I know I am supposed to put '/o' at end of character array but When I want to print "printf ("%s\n", kk);" , it gives "abcdepqrst". Why is this happening? This is the program I am executing.

#include<stdio.h>
int main()
{

char kk[]={'a','b','c','d','e'};
char s[]="pqrst";

printf("%s\n",s);

printf("%s\n",kk);

}

Output:

pqrst

abcdepqrst

I tried reversing the order in which I declare the array by declaring array 's' before array 'kk' here, ideone link, but I am still getting the same output. I think it has something do with how ideone allocates memory to variables.

#include<stdio.h>
int main()
{
char s[]="pqrst";
char kk[]={'a','b','c','d','e'};


printf("%s\n",s);

printf("%s\n",kk);

}

Output:

pqrst

abcdepqrst

Answer 1

The printf() function expects a null terminated string but you are passing a character array with no null terminator. Try changing your array to:

char kk[]={'a','b','c','d','e','\0'};

When you use string literal syntax to initialize your s array, the null terminator is automatically added:

char s[] = "pqrst"; // s is {'p','q','r','s','t','\0'}

Answer 2

kk is not null-terminated, so printf doesn't know where to stop.

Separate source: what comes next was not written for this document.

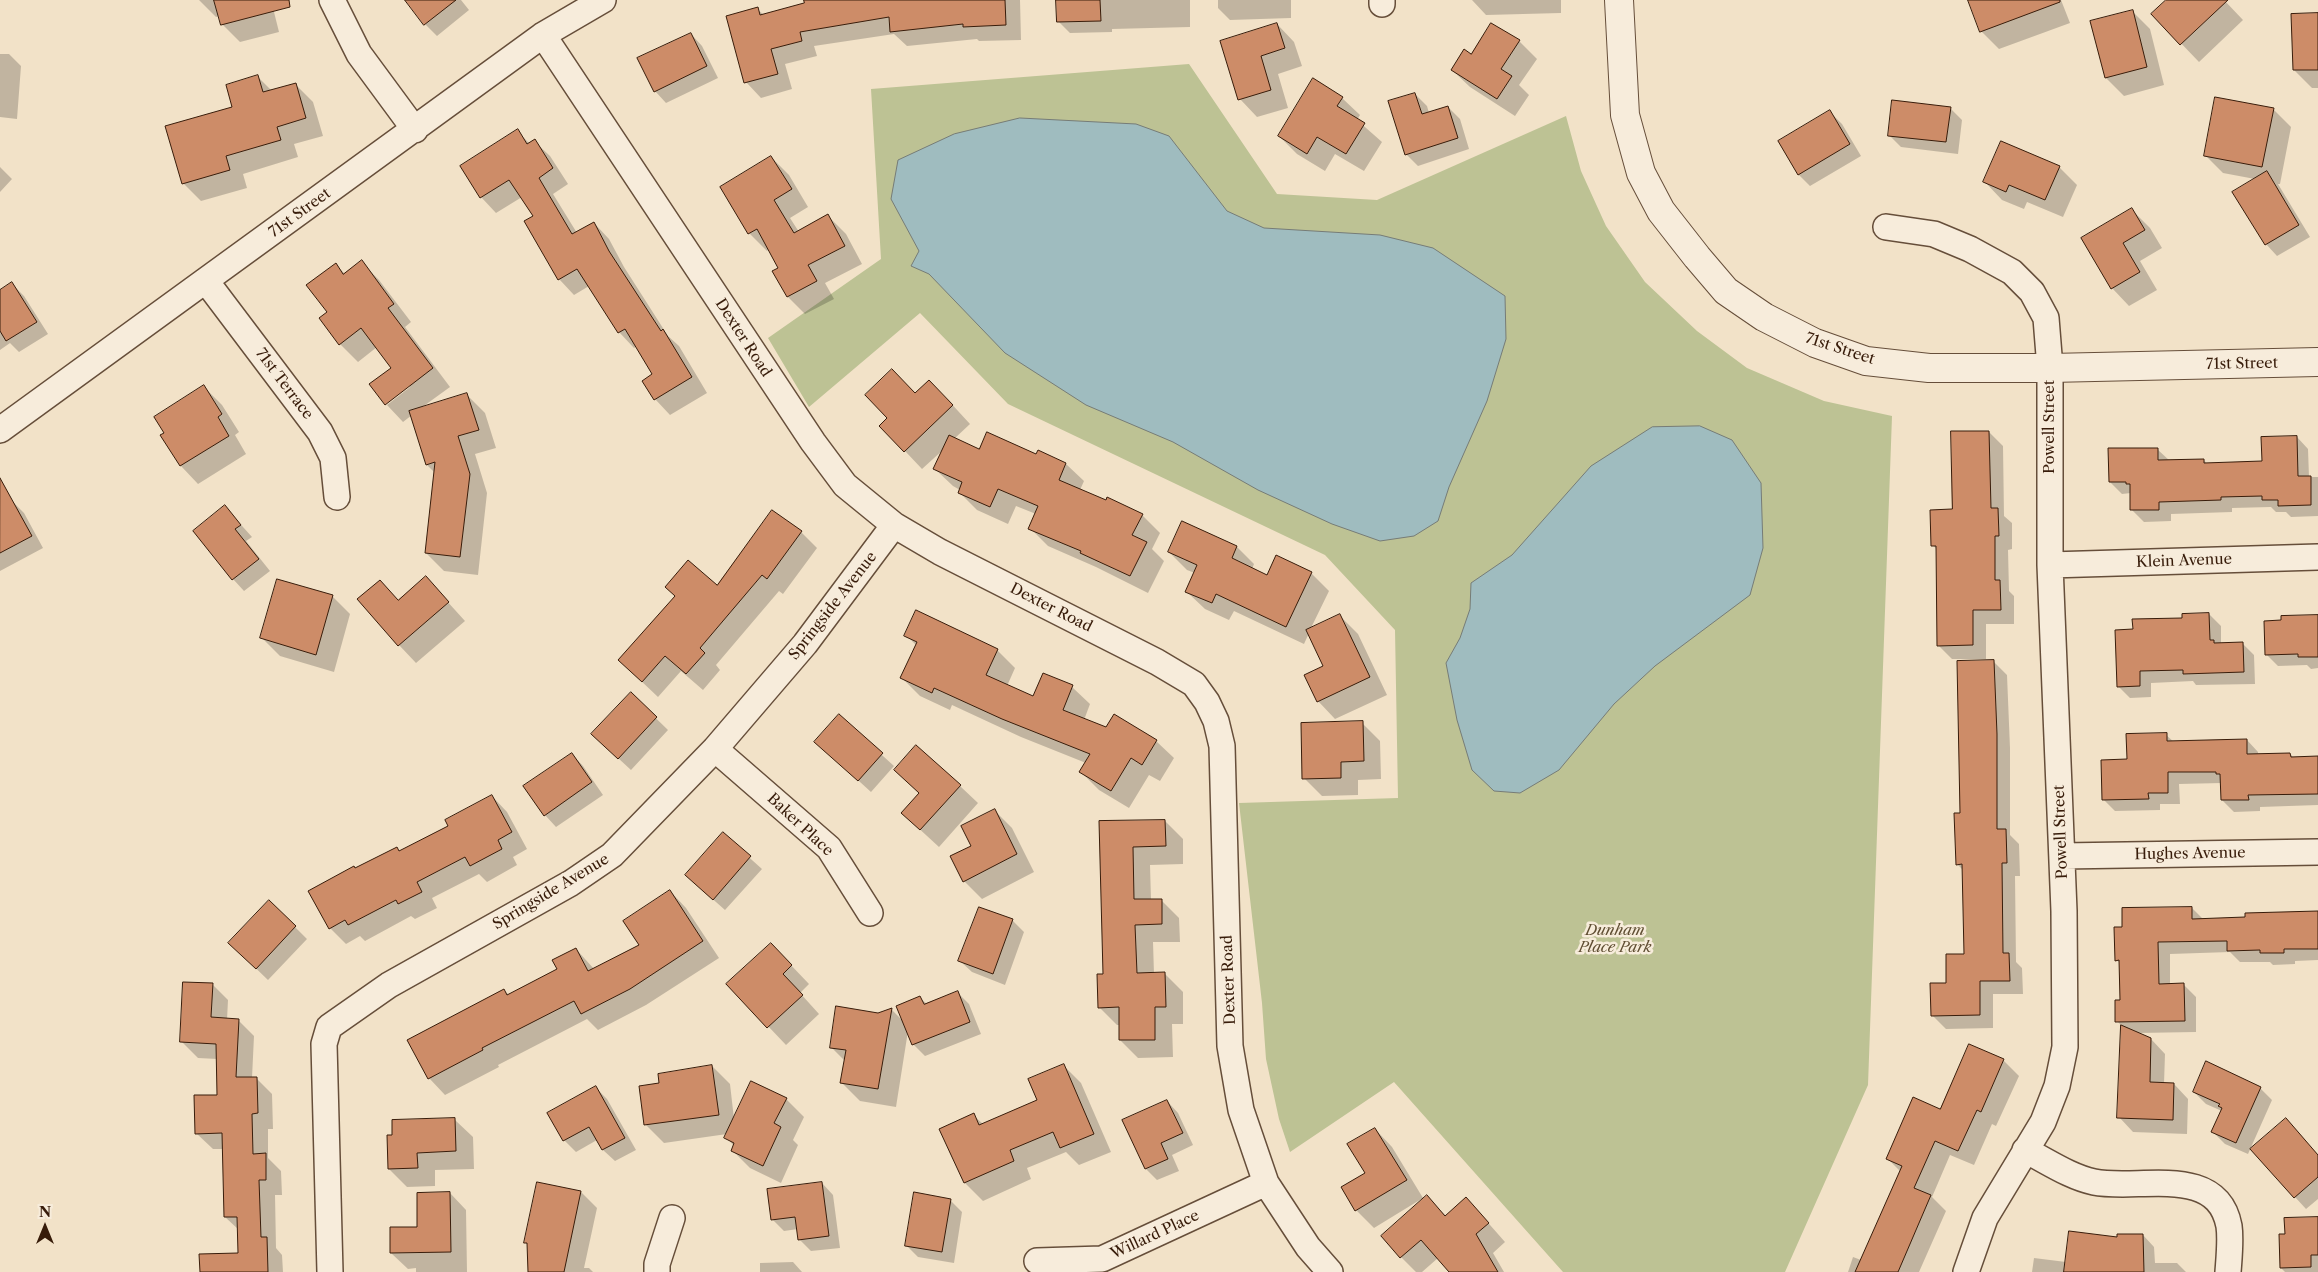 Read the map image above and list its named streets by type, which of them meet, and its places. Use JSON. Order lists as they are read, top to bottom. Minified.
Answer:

Invoking printf on a string that is not null-terminated is undefined behaviour (UB). That means you cannot expect any particular outcome from your program. What you see is one manifestation of UB.

You need to add a null-terminator:

char kk[]={'a','b','c','d','e', '\0'};

Answer 3

You need to add a '\0' character to kk as it's last element like so:

char kk[]={'a','b','c','d','e','\0'};

or printf is just going to run off the end of the array.